__TASK INSTRUCTIONS__: The answer must consist only of the lines from the line with "display:block; font-size:19px; white-space:nowrap" to the line with "#0004; left:20px; top:90px;", both included, exactly as they stand below.

-- DATA FOR ANALYSIS follows --

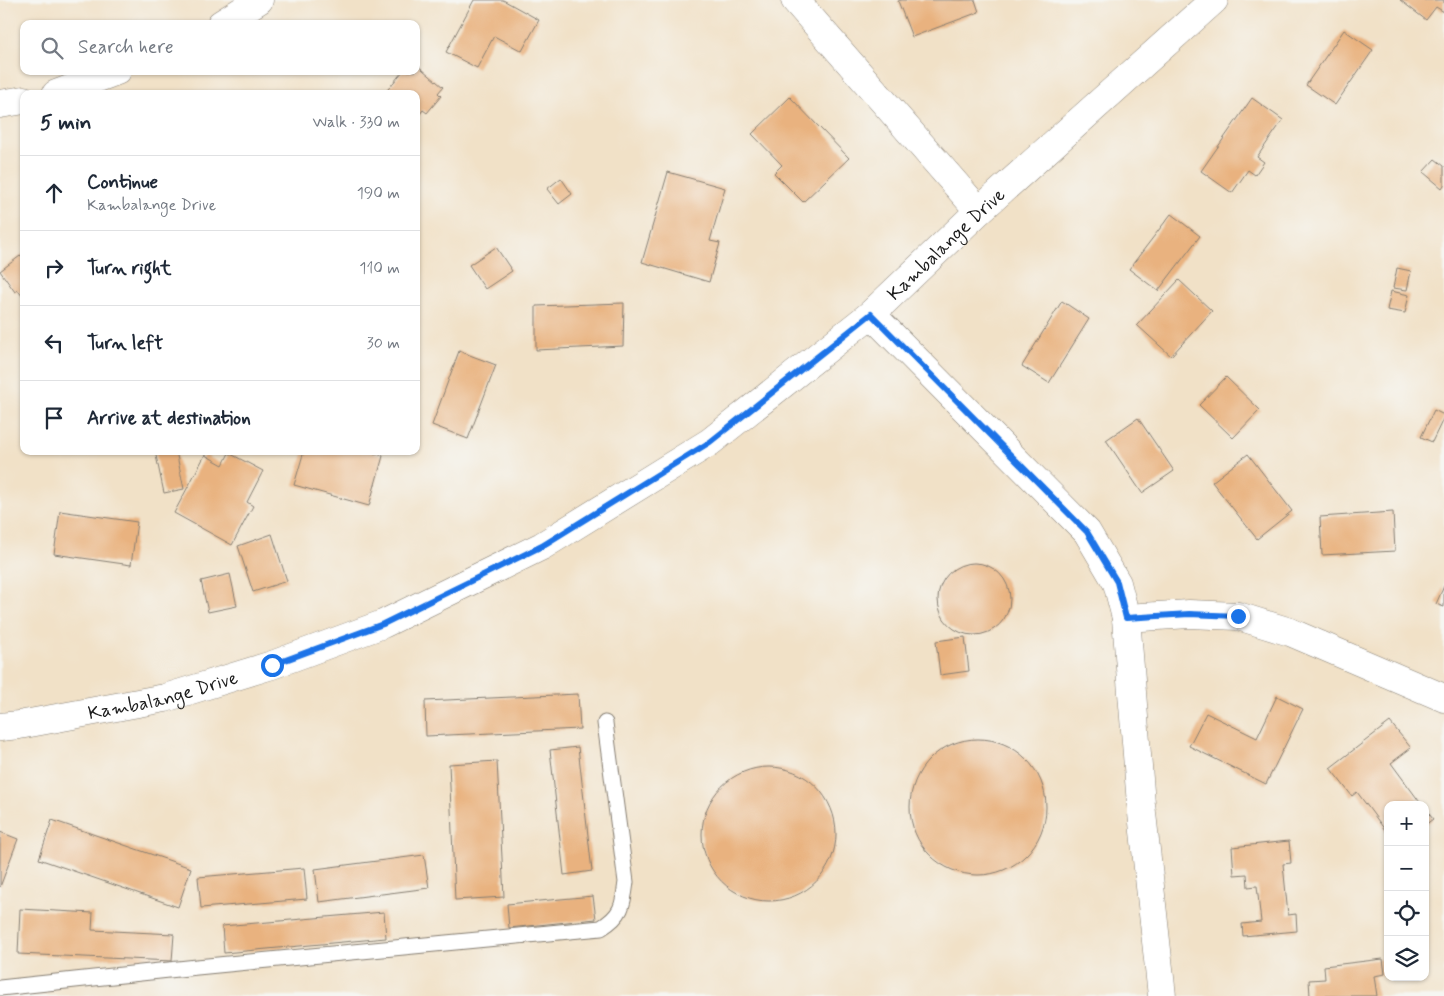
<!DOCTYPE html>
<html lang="en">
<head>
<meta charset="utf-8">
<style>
	body { margin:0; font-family:Mynerve,sans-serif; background:#f6f6f7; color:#1f2937 }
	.controls { position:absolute; right:15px; bottom:15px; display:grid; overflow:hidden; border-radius:10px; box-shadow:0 1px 4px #0004 }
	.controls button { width:45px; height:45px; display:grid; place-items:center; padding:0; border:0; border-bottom:1px solid #e0e1e3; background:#fff; color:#1f2937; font:25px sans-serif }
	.stop { position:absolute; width:15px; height:15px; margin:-11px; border:4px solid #1a73e8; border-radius:50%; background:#fff }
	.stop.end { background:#1a73e8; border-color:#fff; box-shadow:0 1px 5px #0008 }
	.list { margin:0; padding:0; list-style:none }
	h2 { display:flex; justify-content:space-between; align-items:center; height:65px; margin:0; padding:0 20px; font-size:21px }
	h2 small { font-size:16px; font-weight:400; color:#747a83 }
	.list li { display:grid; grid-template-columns:32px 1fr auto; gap:15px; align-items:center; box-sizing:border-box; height:75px; padding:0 20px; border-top:1px solid #e0e1e3 }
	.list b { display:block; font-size:19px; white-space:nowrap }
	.list p { margin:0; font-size:16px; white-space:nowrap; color:#747a83 }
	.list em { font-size:16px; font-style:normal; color:#747a83 }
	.icon { flex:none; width:28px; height:28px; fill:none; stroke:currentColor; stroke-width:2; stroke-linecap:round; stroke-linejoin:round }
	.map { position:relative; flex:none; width:1444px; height:996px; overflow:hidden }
	.search { position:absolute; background:#fff; box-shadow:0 1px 4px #0004; left:20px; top:20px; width:400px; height:55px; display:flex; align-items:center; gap:12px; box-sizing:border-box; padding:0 18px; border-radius:10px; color:#747a83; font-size:19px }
	.panel { position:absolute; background:#fff; box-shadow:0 1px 4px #0004; left:20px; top:90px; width:400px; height:365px; border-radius:10px }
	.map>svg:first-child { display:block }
	.building { fill:#e9b27f }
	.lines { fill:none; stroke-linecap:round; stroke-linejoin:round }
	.service-casing { stroke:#867e72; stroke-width:17 }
	.minor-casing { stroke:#867e72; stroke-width:29 }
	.tertiary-casing { stroke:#867e72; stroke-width:29 }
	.service { stroke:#fff; stroke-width:15 }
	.minor { stroke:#fff; stroke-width:28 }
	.tertiary { stroke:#fff; stroke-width:28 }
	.route { stroke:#1a73e8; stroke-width:6 }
	.labels { text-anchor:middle; stroke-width:5; stroke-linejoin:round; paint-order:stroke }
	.street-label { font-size:19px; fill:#1c1c1c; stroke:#f6f6f2 }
</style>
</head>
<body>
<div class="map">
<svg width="1444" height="996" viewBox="0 0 1444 996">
	<rect width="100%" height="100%" fill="#f6f6f2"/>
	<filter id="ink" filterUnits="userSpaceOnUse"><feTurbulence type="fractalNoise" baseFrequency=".02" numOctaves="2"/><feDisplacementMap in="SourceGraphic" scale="10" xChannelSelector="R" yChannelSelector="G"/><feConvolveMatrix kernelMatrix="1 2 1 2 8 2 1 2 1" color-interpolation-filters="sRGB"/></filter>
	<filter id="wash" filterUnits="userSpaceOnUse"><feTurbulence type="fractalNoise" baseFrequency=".0096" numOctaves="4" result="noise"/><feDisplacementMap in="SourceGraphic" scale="20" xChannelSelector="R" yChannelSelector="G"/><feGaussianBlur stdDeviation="1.12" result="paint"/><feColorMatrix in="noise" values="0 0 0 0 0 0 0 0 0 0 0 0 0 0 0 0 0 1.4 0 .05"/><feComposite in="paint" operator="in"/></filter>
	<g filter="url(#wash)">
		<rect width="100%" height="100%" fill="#f1e1c7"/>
		<g id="blocks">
			<!-- building -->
			<g class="building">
				<path d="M474 0H503L539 20 522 51 494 36 477 68 446 52Z"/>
				<path d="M902 0H975L979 12 912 37 898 1Z"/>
				<path d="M1400 0H1444V12L1436 7 1426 20Z"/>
				<path d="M1344 30 1373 50 1335 105 1306 85Z"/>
				<path d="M416 64 443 87 438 93 441 96 427 113 423 110 416 119V94H384L403 71H416Z"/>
				<path d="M790 97 849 158 803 202 774 173 782 165 752 134Z"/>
				<path d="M1252 98 1283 120 1257 157 1264 162 1255 175 1248 170 1232 193 1201 171Z"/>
				<path d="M1435 159 1444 166V185L1442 188 1423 172Z"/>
				<path d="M668 172 725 188 710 241 720 243 709 282 642 262Z"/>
				<path d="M561 178 572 194 559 204 547 189Z"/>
				<path d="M1171 214 1200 236 1158 291 1129 269Z"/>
				<path d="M496 247 512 271 485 289 469 265Z"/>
				<path d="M24 253V299L18 290 15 292 0 271Z"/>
				<path d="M1397 268 1411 271 1407 290 1393 288Z"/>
				<path d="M1179 280 1212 311 1171 356 1137 325Z"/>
				<path d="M1391 291 1409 295 1405 313 1387 310Z"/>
				<path d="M1062 301 1089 319 1049 383 1022 366Z"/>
				<path d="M624 303 623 346 536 350V306Z"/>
				<path d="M459 351 496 365 468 439 432 425Z"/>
				<path d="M1226 377 1260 410 1233 438 1199 405Z"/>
				<path d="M1434 410 1444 415V417L1432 442 1421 437Z"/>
				<path d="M1138 418 1174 471 1142 493 1106 440Z"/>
				<path d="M155 451H176L184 489 164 493Z"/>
				<path d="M304 451H374V453L383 456 369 506 294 485Z"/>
				<path d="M229 453 263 471 247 502 253 506 232 545 174 513 205 455 223 465Z"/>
				<path d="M1248 454 1292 511 1257 539 1212 482Z"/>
				<path d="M60 511 137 522 131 565 54 554Z"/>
				<path d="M1393 512 1395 551 1322 555 1320 517Z"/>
				<path d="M272 534 287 581 253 592 238 546Z"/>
				<circle cx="974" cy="599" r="36"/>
				<path d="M230 574 237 606 208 612 201 581Z"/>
				<path d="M1444 586V607L1436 604Z"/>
				<path d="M965 637 969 671 940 675 936 641Z"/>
				<path d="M578 694 580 729 426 736 425 701Z"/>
				<path d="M1277 696 1303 709 1266 784 1189 746 1206 713 1257 738Z"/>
				<path d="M1390 722 1411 748 1391 763 1422 805H1388V834L1357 792 1352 796 1330 768Z"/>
				<circle cx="978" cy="807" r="68"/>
				<path d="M578 747 592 871 564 875 550 750Z"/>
				<path d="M497 761 504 897 455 900 449 764Z"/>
				<circle cx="769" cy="834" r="67"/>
				<path d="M1425 809 1433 819 1425 825Z"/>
				<path d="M52 820 191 868 178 907 39 859Z"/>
				<path d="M0 832 18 839 0 887Z"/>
				<path d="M1289 841 1291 863 1283 864 1288 915 1296 914 1297 931 1243 936 1242 924 1261 922 1257 886 1248 887 1247 874 1234 875 1232 847Z"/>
				<path d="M424 855 429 888 319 902 315 869Z"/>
				<path d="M304 868 307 899 201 908 198 877Z"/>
				<path d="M593 896 596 919 509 928 507 904Z"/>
				<path d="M20 909 93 913 92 930 174 934 172 961 18 954Z"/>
				<path d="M384 912 386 938 224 953 222 926Z"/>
				<path d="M1383 959 1385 974 1374 976 1377 996H1310L1309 980 1325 979 1324 966Z"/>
			</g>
		</g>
	</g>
	<g filter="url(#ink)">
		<use href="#blocks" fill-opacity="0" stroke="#867e72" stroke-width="1"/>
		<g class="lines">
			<defs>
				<path id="service" d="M0 988 197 967 601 928C622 915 623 906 626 882L605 723"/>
				<g id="minor">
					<path d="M795 0 979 211"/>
					<path d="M221 24 259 0"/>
					<path d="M56 94 117 71"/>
					<path d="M0 104 24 100"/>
					<path d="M871 314 1087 532 1117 583 1126 618 1141 804 1162 996"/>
					<path d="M1126 618 1189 614 1238 616 1290 632 1444 698"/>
				</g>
				<g id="tertiary">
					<path id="s1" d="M0 727 19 725 165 698 272 665 383 624 542 546 710 442 871 314 979 211 1214 0"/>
				</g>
			</defs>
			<!-- service casing -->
			<use href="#service" class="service-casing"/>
			<!-- minor casing -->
			<use href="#minor" class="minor-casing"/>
			<!-- tertiary casing -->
			<use href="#tertiary" class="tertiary-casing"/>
			<!-- service -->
			<use href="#service" class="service"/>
			<!-- minor -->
			<use href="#minor" class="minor"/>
			<!-- tertiary -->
			<use href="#tertiary" class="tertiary"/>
		</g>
	</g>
	<g class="lines" filter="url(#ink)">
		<!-- route -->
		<path class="route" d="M272 665 383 624 542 546 710 442 871 314 1087 532 1117 582 1126 618 1189 614 1238 616"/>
	</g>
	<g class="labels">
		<!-- street labels -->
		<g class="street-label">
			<text dy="7" stroke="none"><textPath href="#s1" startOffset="1081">Kambalange Drive</textPath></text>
			<text dy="7" stroke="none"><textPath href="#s1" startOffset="166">Kambalange Drive</textPath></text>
		</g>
	</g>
</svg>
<div class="controls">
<button>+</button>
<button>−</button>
<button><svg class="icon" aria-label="locate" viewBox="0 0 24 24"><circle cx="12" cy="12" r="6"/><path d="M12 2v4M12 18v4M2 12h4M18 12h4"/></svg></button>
<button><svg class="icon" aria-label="layers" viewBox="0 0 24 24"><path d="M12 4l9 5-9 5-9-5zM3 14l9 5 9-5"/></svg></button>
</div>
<div class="stop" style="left:272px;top:665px"></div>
<div class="stop end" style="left:1238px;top:616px"></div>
<div class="search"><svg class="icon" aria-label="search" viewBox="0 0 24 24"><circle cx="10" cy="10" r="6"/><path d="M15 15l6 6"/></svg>Search here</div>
<section class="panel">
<h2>5 min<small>Walk · 330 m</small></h2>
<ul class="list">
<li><svg class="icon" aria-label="ahead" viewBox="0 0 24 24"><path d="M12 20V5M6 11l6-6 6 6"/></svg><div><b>Continue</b><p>Kambalange Drive</p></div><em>190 m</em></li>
<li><svg class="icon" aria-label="right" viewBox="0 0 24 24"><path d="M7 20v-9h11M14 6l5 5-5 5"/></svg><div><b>Turn right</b></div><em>110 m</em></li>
<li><svg class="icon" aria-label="left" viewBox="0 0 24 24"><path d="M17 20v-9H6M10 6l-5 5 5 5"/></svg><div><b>Turn left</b></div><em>30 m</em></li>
<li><svg class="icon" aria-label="arrive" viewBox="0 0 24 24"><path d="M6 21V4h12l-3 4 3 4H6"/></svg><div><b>Arrive at destination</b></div></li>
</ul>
</section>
</div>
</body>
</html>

-- DATA FOR ANALYSIS concluded --

__YOUR RESPONSE__:
	.list b { display:block; font-size:19px; white-space:nowrap }
	.list p { margin:0; font-size:16px; white-space:nowrap; color:#747a83 }
	.list em { font-size:16px; font-style:normal; color:#747a83 }
	.icon { flex:none; width:28px; height:28px; fill:none; stroke:currentColor; stroke-width:2; stroke-linecap:round; stroke-linejoin:round }
	.map { position:relative; flex:none; width:1444px; height:996px; overflow:hidden }
	.search { position:absolute; background:#fff; box-shadow:0 1px 4px #0004; left:20px; top:20px; width:400px; height:55px; display:flex; align-items:center; gap:12px; box-sizing:border-box; padding:0 18px; border-radius:10px; color:#747a83; font-size:19px }
	.panel { position:absolute; background:#fff; box-shadow:0 1px 4px #0004; left:20px; top:90px; width:400px; height:365px; border-radius:10px }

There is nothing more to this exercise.